### Exercise materials

.....

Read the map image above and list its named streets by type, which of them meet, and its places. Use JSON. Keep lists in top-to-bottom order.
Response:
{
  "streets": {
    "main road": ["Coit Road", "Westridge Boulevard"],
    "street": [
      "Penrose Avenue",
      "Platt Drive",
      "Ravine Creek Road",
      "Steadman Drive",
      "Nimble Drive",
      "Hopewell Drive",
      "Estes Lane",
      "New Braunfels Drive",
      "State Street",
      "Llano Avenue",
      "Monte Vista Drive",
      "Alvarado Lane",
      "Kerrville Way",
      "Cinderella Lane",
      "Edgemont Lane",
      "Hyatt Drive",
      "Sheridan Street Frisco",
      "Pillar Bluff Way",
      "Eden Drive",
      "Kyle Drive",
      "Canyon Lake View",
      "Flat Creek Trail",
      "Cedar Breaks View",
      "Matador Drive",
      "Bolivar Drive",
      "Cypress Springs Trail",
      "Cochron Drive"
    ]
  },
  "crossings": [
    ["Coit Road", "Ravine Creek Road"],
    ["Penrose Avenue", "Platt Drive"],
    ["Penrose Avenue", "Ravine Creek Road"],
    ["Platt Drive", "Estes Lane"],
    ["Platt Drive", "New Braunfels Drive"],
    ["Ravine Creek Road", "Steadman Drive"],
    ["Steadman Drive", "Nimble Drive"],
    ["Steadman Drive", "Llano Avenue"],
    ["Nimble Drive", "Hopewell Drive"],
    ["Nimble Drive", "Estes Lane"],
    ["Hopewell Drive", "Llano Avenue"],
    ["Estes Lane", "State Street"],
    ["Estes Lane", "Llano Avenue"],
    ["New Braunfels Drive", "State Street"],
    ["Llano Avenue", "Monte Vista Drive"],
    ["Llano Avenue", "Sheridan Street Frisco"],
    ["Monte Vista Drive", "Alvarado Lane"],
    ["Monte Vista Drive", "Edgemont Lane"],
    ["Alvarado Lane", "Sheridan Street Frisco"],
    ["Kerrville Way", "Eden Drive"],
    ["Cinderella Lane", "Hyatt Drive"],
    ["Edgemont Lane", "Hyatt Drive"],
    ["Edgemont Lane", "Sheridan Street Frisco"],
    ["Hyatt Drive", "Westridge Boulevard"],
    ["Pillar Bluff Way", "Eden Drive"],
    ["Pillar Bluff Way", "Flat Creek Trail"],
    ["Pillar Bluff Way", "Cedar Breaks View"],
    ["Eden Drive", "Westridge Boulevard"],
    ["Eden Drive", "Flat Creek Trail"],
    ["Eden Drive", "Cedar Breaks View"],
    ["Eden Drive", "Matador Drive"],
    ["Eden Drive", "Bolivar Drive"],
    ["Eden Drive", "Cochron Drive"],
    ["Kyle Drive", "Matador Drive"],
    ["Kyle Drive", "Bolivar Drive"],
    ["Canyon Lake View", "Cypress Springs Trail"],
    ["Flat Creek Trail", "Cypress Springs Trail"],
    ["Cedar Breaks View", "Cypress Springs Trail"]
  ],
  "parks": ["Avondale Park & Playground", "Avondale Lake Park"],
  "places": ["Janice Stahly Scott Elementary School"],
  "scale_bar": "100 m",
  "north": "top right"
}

.....

### Aim of the exercise
Copy out the whole listing, exactly as written.

### Solution for this task
Read the map image above and list its named streets by type, which of them meet, and its places. Use JSON. Keep lists in top-to-bottom order.
Response:
{
  "streets": {
    "main road": ["Coit Road", "Westridge Boulevard"],
    "street": [
      "Penrose Avenue",
      "Platt Drive",
      "Ravine Creek Road",
      "Steadman Drive",
      "Nimble Drive",
      "Hopewell Drive",
      "Estes Lane",
      "New Braunfels Drive",
      "State Street",
      "Llano Avenue",
      "Monte Vista Drive",
      "Alvarado Lane",
      "Kerrville Way",
      "Cinderella Lane",
      "Edgemont Lane",
      "Hyatt Drive",
      "Sheridan Street Frisco",
      "Pillar Bluff Way",
      "Eden Drive",
      "Kyle Drive",
      "Canyon Lake View",
      "Flat Creek Trail",
      "Cedar Breaks View",
      "Matador Drive",
      "Bolivar Drive",
      "Cypress Springs Trail",
      "Cochron Drive"
    ]
  },
  "crossings": [
    ["Coit Road", "Ravine Creek Road"],
    ["Penrose Avenue", "Platt Drive"],
    ["Penrose Avenue", "Ravine Creek Road"],
    ["Platt Drive", "Estes Lane"],
    ["Platt Drive", "New Braunfels Drive"],
    ["Ravine Creek Road", "Steadman Drive"],
    ["Steadman Drive", "Nimble Drive"],
    ["Steadman Drive", "Llano Avenue"],
    ["Nimble Drive", "Hopewell Drive"],
    ["Nimble Drive", "Estes Lane"],
    ["Hopewell Drive", "Llano Avenue"],
    ["Estes Lane", "State Street"],
    ["Estes Lane", "Llano Avenue"],
    ["New Braunfels Drive", "State Street"],
    ["Llano Avenue", "Monte Vista Drive"],
    ["Llano Avenue", "Sheridan Street Frisco"],
    ["Monte Vista Drive", "Alvarado Lane"],
    ["Monte Vista Drive", "Edgemont Lane"],
    ["Alvarado Lane", "Sheridan Street Frisco"],
    ["Kerrville Way", "Eden Drive"],
    ["Cinderella Lane", "Hyatt Drive"],
    ["Edgemont Lane", "Hyatt Drive"],
    ["Edgemont Lane", "Sheridan Street Frisco"],
    ["Hyatt Drive", "Westridge Boulevard"],
    ["Pillar Bluff Way", "Eden Drive"],
    ["Pillar Bluff Way", "Flat Creek Trail"],
    ["Pillar Bluff Way", "Cedar Breaks View"],
    ["Eden Drive", "Westridge Boulevard"],
    ["Eden Drive", "Flat Creek Trail"],
    ["Eden Drive", "Cedar Breaks View"],
    ["Eden Drive", "Matador Drive"],
    ["Eden Drive", "Bolivar Drive"],
    ["Eden Drive", "Cochron Drive"],
    ["Kyle Drive", "Matador Drive"],
    ["Kyle Drive", "Bolivar Drive"],
    ["Canyon Lake View", "Cypress Springs Trail"],
    ["Flat Creek Trail", "Cypress Springs Trail"],
    ["Cedar Breaks View", "Cypress Springs Trail"]
  ],
  "parks": ["Avondale Park & Playground", "Avondale Lake Park"],
  "places": ["Janice Stahly Scott Elementary School"],
  "scale_bar": "100 m",
  "north": "top right"
}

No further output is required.